Teams within the Social Lab are working on eight prototypes: a decolonising advisory community; a participatory grantmaking framework, a Pledge for Change accountability mechanism, an alternative solidarity model, a climate justice transition framework, a new approach to risk sharing and compliance, and promoting inclusive language and lexicon. We will be gleaning the lessons and sharing as widely as possible, as we learn. We trust that key parts of the international development ecosystem (with INGOs playing a critical role) will take up what is needed to respond to the taxing issues around tangible ways of shifting power, decolonization and localization. These may be the buzzwords of today but are still weighty matters that have real impact on the daily lives of people. This is not an academic exercise – it translates directly into whether or not development will be sustainable for the average man, woman and child, especially in the ‘global south’.

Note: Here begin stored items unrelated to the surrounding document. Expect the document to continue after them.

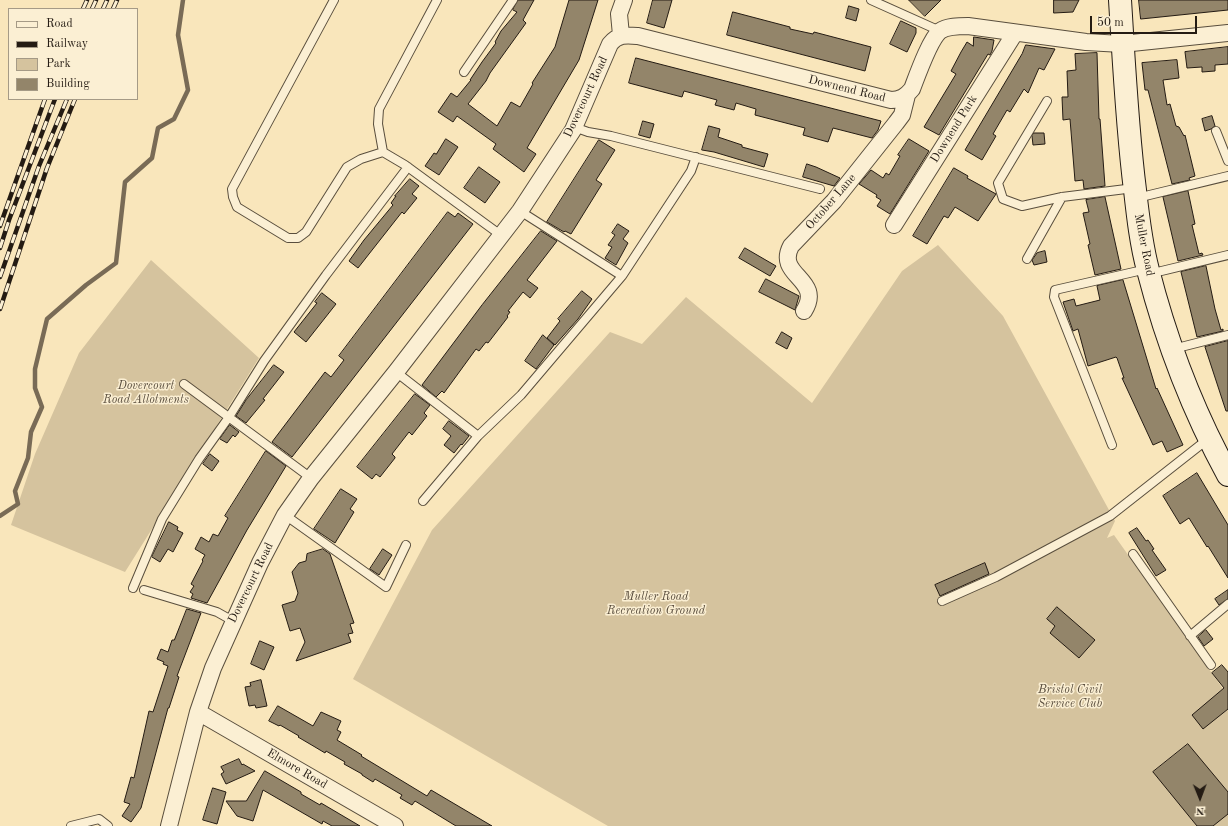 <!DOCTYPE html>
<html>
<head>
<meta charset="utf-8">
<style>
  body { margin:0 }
  #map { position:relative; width:1228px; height:826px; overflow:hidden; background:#f9e6bb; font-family:"Old Standard TT",serif }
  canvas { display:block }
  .legend { position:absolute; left:8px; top:8px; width:130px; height:92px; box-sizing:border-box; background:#fbefd3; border:1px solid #a59a86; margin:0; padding:5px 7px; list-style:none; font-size:12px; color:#241b13 }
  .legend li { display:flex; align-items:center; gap:8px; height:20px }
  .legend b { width:20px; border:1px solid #a59a86 }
  .north { position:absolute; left:1180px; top:778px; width:40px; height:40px; -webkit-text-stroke:3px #fbefd3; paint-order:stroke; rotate:179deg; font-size:11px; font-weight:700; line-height:16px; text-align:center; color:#241b13 }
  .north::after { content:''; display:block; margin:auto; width:14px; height:18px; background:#241b13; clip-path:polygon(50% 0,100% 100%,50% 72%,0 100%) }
  .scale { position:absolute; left:1090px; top:16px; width:107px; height:18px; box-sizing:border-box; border:2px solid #241b13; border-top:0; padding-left:5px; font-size:12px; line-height:14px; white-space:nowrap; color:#241b13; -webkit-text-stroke:3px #fbefd3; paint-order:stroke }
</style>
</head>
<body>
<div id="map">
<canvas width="1228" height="826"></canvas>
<ul class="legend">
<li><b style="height:5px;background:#fbefd3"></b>Road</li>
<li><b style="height:5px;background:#241b13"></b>Railway</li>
<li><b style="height:11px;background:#d5c39e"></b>Park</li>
<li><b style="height:11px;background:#93856a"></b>Building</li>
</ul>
<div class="north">N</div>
<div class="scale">50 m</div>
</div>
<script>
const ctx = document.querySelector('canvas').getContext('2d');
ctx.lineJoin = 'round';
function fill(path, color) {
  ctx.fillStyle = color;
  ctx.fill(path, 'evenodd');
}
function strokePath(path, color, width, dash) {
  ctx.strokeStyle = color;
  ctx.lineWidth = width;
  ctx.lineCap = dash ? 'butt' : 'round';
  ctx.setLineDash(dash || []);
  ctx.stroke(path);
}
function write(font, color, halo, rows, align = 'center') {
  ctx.font = font + ' "Old Standard TT",serif';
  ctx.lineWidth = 3;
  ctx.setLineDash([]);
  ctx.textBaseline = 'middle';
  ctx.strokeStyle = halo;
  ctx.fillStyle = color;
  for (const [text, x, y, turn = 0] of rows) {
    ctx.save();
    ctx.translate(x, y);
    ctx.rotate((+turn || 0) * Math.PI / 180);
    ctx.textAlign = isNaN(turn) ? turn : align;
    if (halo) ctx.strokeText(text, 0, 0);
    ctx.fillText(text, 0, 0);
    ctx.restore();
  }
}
fill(new Path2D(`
  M 938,245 L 1003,316 L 1115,521 L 1107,538 L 1114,535 L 1228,696 L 1228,826 L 608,826 L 353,679 L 432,530 L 610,332 L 642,344 L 686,297 L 812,403 L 902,271 Z
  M 151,260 L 259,358 L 125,572 L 11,525 L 35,454 L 79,353 Z`), '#d5c39e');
strokePath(new Path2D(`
  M 0,516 L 18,504 L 15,491 L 28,458 L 31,432 L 42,407 L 35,388 L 35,369 L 47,319 L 86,285 L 116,263 L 125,182 L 152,158 L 158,128 L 174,119 L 188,90 L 178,35 L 183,0`), '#796b56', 4.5);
const building = new Path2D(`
  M 518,0 L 534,0 L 523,20 L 526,23 L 490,73 L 486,81 L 468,104 L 497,126 L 511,102 L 520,107 L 533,84 L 532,83 L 555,47 L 569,0 L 598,0 L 579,60 L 527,148 L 536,154 L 524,172 L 493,149 L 496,144 L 457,116 L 453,122 L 438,112 L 451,93 L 457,97 L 471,80 L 470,80 L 482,62 L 496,43 L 495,42 L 501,31 L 517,12 L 513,10 Z
  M 653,0 L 672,0 L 664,28 L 647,23 Z
  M 909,0 L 941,0 L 925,16 Z
  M 1054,0 L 1079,0 L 1073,12 L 1054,13 Z
  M 1139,0 L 1228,0 L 1228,10 L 1141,19 Z
  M 849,6 L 859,9 L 856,21 L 846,18 Z
  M 733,12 L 790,27 L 790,29 L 813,34 L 814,32 L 871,47 L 865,71 L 727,35 Z
  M 901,21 L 916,28 L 916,33 L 907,52 L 890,44 Z
  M 974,37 L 994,40 L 992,51 L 990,55 L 988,54 L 939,135 L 924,127 L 956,74 L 951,71 L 961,52 L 967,42 L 973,46 Z
  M 1026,45 L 1055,49 L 1044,70 L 1039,68 L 1028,93 L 1024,89 L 1010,112 L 1007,110 L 993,134 L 996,136 L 982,160 L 965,150 L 1022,54 Z
  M 1228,47 L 1228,64 L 1215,65 L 1215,71 L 1202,72 L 1202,67 L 1187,68 L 1185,52 Z
  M 1097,53 L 1099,119 L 1100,119 L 1105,186 L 1084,189 L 1083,180 L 1075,181 L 1070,119 L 1063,120 L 1062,97 L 1068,97 L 1067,71 L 1076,70 L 1075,54 Z
  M 636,58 L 881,121 L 878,130 L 872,138 L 833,128 L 828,142 L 803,135 L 805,128 L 755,115 L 756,109 L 736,103 L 734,110 L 715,105 L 717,100 L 684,91 L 682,97 L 629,83 Z
  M 1177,60 L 1179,78 L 1163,80 L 1167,105 L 1170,104 L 1176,126 L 1179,127 L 1184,136 L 1185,135 L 1195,176 L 1189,178 L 1190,180 L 1172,184 L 1148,90 L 1145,90 L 1142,63 Z
  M 1212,116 L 1215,126 L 1211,129 L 1205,131 L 1202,119 Z
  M 643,121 L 654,124 L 650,138 L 639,135 Z
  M 709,126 L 720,129 L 718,137 L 742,145 L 742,147 L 768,154 L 764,167 L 714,152 L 702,150 Z
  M 1034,133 L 1044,133 L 1045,144 L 1033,145 L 1032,136 Z
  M 446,139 L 458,147 L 439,175 L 425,166 L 434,153 L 436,154 Z
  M 909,139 L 929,151 L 890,214 L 877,206 L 881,200 L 876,197 L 877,195 L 859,184 L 871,170 L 883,178 L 886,173 L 889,175 L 900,156 L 898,155 Z
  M 599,140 L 615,150 L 596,180 L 602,184 L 571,234 L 565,231 L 564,232 L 547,222 Z
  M 807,164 L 816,167 L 840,178 L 834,186 L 803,177 Z
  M 479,167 L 500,182 L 485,203 L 464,188 Z
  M 954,168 L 968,176 L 967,178 L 996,194 L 978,221 L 955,207 L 948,218 L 944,216 L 927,244 L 913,236 Z
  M 410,179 L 419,186 L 412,194 L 417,198 L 404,214 L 402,212 L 358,268 L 349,261 L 364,240 L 393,205 L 391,203 L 396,196 L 395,196 Z
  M 1188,191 L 1195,224 L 1192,225 L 1199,254 L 1202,253 L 1203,255 L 1178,261 L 1163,197 Z
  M 1105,197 L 1121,269 L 1095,275 L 1088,245 L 1090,244 L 1083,213 L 1089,212 L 1086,200 Z
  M 448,212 L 455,217 L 458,213 L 473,224 L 292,457 L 272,442 L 325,372 L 331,377 L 344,360 L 339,356 Z
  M 618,224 L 629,231 L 623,239 L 628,243 L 616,265 L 605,258 L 612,247 L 608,245 L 615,235 L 612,233 Z
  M 541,231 L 557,241 L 527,280 L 538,288 L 530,298 L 523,292 L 508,311 L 510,312 L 507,316 L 508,317 L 488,343 L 486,342 L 479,351 L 476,349 L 444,393 L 442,391 L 436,397 L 422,385 L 482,305 Z
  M 745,248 L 776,266 L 770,276 L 739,258 Z
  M 1045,251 L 1047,262 L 1034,265 L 1032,260 L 1037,253 Z
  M 1206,266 L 1215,309 L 1221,330 L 1223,329 L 1223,331 L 1197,337 L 1181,272 Z
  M 766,279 L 799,296 L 795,310 L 759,292 Z
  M 1123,280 L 1156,389 L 1157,388 L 1183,445 L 1167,452 L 1162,441 L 1153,445 L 1122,378 L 1124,378 L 1117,358 L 1116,357 L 1088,366 L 1078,329 L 1073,331 L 1063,302 L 1074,299 L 1076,306 L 1100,300 L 1097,286 Z
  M 582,291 L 592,299 L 578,319 L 555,345 L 547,338 L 560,321 L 558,319 Z
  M 322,293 L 336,304 L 306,342 L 294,332 L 317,303 L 315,302 Z
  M 782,332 L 792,338 L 787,349 L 776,343 Z
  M 543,335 L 554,345 L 536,369 L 525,361 Z
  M 1228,341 L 1228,411 L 1226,411 L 1205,347 Z
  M 274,365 L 284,372 L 263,399 L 265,400 L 246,423 L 236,416 L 246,400 Z
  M 415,394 L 430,405 L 424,413 L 427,416 L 412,435 L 409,432 L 392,454 L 395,457 L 395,458 L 380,477 L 376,474 L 372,479 L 357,467 Z
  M 449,421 L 469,436 L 462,445 L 461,444 L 454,453 L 444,445 L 451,436 L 443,429 Z
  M 230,425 L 239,432 L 235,437 L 233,435 L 227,443 L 220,439 Z
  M 266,451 L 286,466 L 247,530 L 207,603 L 191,598 L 193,594 L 190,592 L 194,586 L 191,584 L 203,561 L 202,560 L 205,555 L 195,549 L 201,537 L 209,542 L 213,534 L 218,536 L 228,518 L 225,516 Z
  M 210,454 L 219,461 L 212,471 L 203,464 Z
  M 1197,473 L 1228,525 L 1228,578 L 1208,546 L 1207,547 L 1189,518 L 1180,524 L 1163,496 Z
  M 341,489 L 357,499 L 350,509 L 354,512 L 335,543 L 314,529 Z
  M 169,522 L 178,527 L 177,530 L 183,533 L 173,552 L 168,549 L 160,562 L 152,557 Z
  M 1137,528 L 1146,541 L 1148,540 L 1154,549 L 1152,550 L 1166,570 L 1156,576 L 1129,533 Z
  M 323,549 L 330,554 L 354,623 L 350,624 L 353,633 L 348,634 L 351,642 L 296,661 L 305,642 L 300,628 L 290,631 L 282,605 L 295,601 L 298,593 L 292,572 L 299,563 L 306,561 L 307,554 Z
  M 383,549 L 392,555 L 379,575 L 370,569 Z
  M 985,563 L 989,574 L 940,596 L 935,585 Z
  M 1228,590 L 1228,599 L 1219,605 L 1215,599 Z
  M 1057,607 L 1095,640 L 1079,658 L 1050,633 L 1055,626 L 1047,619 Z
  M 187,609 L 201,613 L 177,676 L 179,677 L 169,708 L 168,708 L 141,808 L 131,822 L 122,816 L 130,804 L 124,802 L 131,777 L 134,778 L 149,711 L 153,712 L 168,666 L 163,664 L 164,662 L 157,659 L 161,649 L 168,652 L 172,640 L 174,640 Z
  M 1206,630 L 1213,639 L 1204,646 L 1198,637 Z
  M 260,641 L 274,647 L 264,670 L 251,664 Z
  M 1222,665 L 1228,672 L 1228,709 L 1203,729 L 1192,715 L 1224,688 L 1212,673 Z
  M 261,680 L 267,706 L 256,708 L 255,705 L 249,706 L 245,687 L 251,686 L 250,683 Z
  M 278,706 L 313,726 L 321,712 L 341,721 L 337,730 L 341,732 L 337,740 L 362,755 L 361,756 L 427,796 L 431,790 L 492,826 L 456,826 L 415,801 L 412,805 L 400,798 L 402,795 L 375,779 L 373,782 L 362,775 L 362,774 L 344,764 L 345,762 L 326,751 L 325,753 L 315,747 L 298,737 L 299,736 L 280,725 L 279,726 L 269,721 Z
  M 1188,744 L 1228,792 L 1228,814 L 1213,826 L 1197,826 L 1153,772 Z
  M 239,759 L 242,765 L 243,764 L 255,771 L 226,784 L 221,774 L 224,772 L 221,767 Z
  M 265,771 L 301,792 L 301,794 L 320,805 L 321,803 L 360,826 L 332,826 L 323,821 L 322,824 L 263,790 L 253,821 L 237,816 L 226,801 L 246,801 Z
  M 213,788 L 226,792 L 217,824 L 203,820 Z`);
fill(building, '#93856a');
strokePath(building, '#241b13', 1);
const service = new Path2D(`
  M 334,0 L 232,189 L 233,197 L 237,207 L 288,238 L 298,238 L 306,232 L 347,167 L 361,159 L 383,152
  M 437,0 L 379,109 L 378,124 L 383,152 L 405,165 L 502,236
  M 871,0 L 940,31
  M 464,72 L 513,0
  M 1047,101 L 998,183 L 1003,199 L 1022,206 L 1062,197 L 1134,188
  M 574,127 L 588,132 L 611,136 L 820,189
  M 1216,131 L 1228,161
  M 1137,198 L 1228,176
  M 520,211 L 622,276
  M 1027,259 L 1062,197
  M 1149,274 L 1228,255
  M 1173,349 L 1228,335
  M 396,372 L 478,436
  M 184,384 L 311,478
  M 1112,445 L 1054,297 L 1055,290 L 1147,269
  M 423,501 L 478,436 L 521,395 L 622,276 L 691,171 L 696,157
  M 285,515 L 386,587 L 406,545
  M 1133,554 L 1211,665
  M 133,588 L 162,519 L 199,459 L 229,417 L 264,361 L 326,275 L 408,167
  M 144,590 L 217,612 L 233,621
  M 942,601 L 996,577 L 1110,516 L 1208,439
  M 1190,636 L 1228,604
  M 71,826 L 99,819 L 108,826`);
const minor = new Path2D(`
  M 621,35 L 619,14 L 624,0
  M 894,225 L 1015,33
  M 804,311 C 824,279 775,276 791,246 L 834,201 L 896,123 L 902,115 L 907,95
  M 198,712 L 395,826
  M 169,826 L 198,712 L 213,668 L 260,563 L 285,515 L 311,478 L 396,372 L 520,211 L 573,130 L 610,44 C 618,34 626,35 638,36 L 891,100 C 901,100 906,96 912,89 C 917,76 930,39 940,31 C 947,26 959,26 968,26 L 1086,42 L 1122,44 L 1228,33`);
const secondary = new Path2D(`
  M 1120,0 C 1124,63 1127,127 1135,190 C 1138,217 1141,244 1148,270 C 1166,340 1193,411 1228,475`);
strokePath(service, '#594e3d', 10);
strokePath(minor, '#594e3d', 18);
strokePath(secondary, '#241b13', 24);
strokePath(service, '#fbefd3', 8);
strokePath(minor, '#fbefd3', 16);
strokePath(secondary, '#fbefd3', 22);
const rail = new Path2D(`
  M 83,9 L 87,0
  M 92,9 L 96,0
  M 103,9 L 107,0
  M 113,9 L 117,0
  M 0,226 L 45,99
  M 0,248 L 9,220 L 55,99
  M 0,277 L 39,166 L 67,99
  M 0,309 L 47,168 L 75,99`);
strokePath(rail, '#241b13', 4.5);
strokePath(rail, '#fbefd3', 3, [9]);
write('12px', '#241b13', '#fbefd3', [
  ["Downend Road",847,89,14],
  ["Dovercourt Road",586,97,-65],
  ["Downend Park",954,129,-58],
  ["October Lane",831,202,-49],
  ["Muller Road",1144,245,79],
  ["Dovercourt Road",251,583,-64],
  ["Elmore Road",297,769,30]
]);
write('italic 12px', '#594d3d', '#fbefd3', [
  ["Dovercourt",146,386],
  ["Road Allotments",146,400],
  ["Muller Road",656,597],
  ["Recreation Ground",656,611],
  ["Bristol Civil",1070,690],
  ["Service Club",1070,704]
]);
</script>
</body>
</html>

The RINGO Learning Festival will take place in the first week of November and will provide the opportunity to look back and see how far we have come and what else we can do to make even better progress along this journey. It promises to be enlightening, exciting and perhaps even sobering to some extent. It will close the first phase of the RINGO journey. We will be moving on to the next and invite more partners to move along with us. Will you join us? Find out more from 31 October to 3 November 2022 during the Learning Festival.
There is a Ghanaian proverb that says that ‘Knowledge is like a Baobab tree and no single person can embrace it’. It needs many of us to embrace RINGO not only theoretically but practically to bring about the transformation that is needed. You are invited!